Così come non sarà il sottoscritto a sottolineare che, magari, conviene pensare più alla Juve, al campo e alla Juve sul campo invece che alle prossime esultanze – e, a naso, saranno tante. ma sto divagando, quater – dell’ex conducator, seduto sulla panchina che nel calcio anni ’70 e ’80 non avrebbe mai occupato e che invece nel calcio del XXI secolo occupa e bene. Perché i tempi cambiano, perché il calcio cambia, perché la vita cambia, perché tutto cambia, andando avanti e mai indietro.

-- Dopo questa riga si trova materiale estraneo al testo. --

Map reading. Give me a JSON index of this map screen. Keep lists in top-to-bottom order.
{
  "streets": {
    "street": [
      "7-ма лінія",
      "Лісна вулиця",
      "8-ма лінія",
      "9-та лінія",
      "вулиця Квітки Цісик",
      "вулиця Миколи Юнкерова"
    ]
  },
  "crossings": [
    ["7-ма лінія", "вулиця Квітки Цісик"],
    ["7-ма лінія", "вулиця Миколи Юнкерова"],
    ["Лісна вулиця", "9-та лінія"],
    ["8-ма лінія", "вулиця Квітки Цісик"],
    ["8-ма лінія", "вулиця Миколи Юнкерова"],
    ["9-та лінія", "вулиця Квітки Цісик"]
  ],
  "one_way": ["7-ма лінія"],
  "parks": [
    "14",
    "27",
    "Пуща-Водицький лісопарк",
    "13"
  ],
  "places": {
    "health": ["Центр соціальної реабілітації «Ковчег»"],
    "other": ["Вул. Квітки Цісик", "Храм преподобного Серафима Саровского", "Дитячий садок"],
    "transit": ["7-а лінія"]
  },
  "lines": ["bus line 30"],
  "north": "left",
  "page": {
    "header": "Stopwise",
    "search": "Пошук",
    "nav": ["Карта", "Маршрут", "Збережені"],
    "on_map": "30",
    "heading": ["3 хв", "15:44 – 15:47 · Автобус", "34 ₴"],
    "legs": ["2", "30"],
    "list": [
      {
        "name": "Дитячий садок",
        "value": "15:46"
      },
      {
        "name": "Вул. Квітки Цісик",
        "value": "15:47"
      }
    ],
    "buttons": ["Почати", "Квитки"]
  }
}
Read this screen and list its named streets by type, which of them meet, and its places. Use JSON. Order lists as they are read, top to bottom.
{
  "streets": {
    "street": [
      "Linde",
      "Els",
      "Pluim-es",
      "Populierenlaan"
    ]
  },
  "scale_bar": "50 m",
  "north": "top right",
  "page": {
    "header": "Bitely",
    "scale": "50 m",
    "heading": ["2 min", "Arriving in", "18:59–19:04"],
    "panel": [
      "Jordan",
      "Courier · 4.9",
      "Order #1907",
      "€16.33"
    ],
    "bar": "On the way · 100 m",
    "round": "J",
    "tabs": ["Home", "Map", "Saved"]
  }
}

Il sottoscritto si limiterà a una banale considerazione. Come per tutte le cose, c’è un tempo per essere tifosi e tifosi. C’è un tempo per essere tifosi di 14 anni che maledicono gli Zidane (e i Conte) per aver “tradito” la suprema causa bianconera e i milioni di cuori al suo servizio, filtrando ogni analisi successiva attraverso la lente distorta dell’amante ferito; e c’è, poi, un tempo per essere tifosi più maturi e consapevoli. Del contesto, della realtà che ci circonda, delle dinamiche ad essa sottese. Che non saranno le migliori possibili ma che vanno comunque comprese per non restare confinati in una pericolosa bolla atemporale. In modo che quell’ “insanire” – che è e resterà una delle componenti essenziali della passione che spinge a sacrificare buona parte dei weekend e di un infrasettimanale ogni due – resti realmente un “semel in anno”.
Soprattutto quando si tratta di discutere di chi ha fatto parte di un passato glorioso e che, adesso, è uno dei principali ostacoli sulla strada verso un futuro altrettanto glorioso. Del resto funziona così anche nella quotidianità. Dove non si è 14enni per sempre.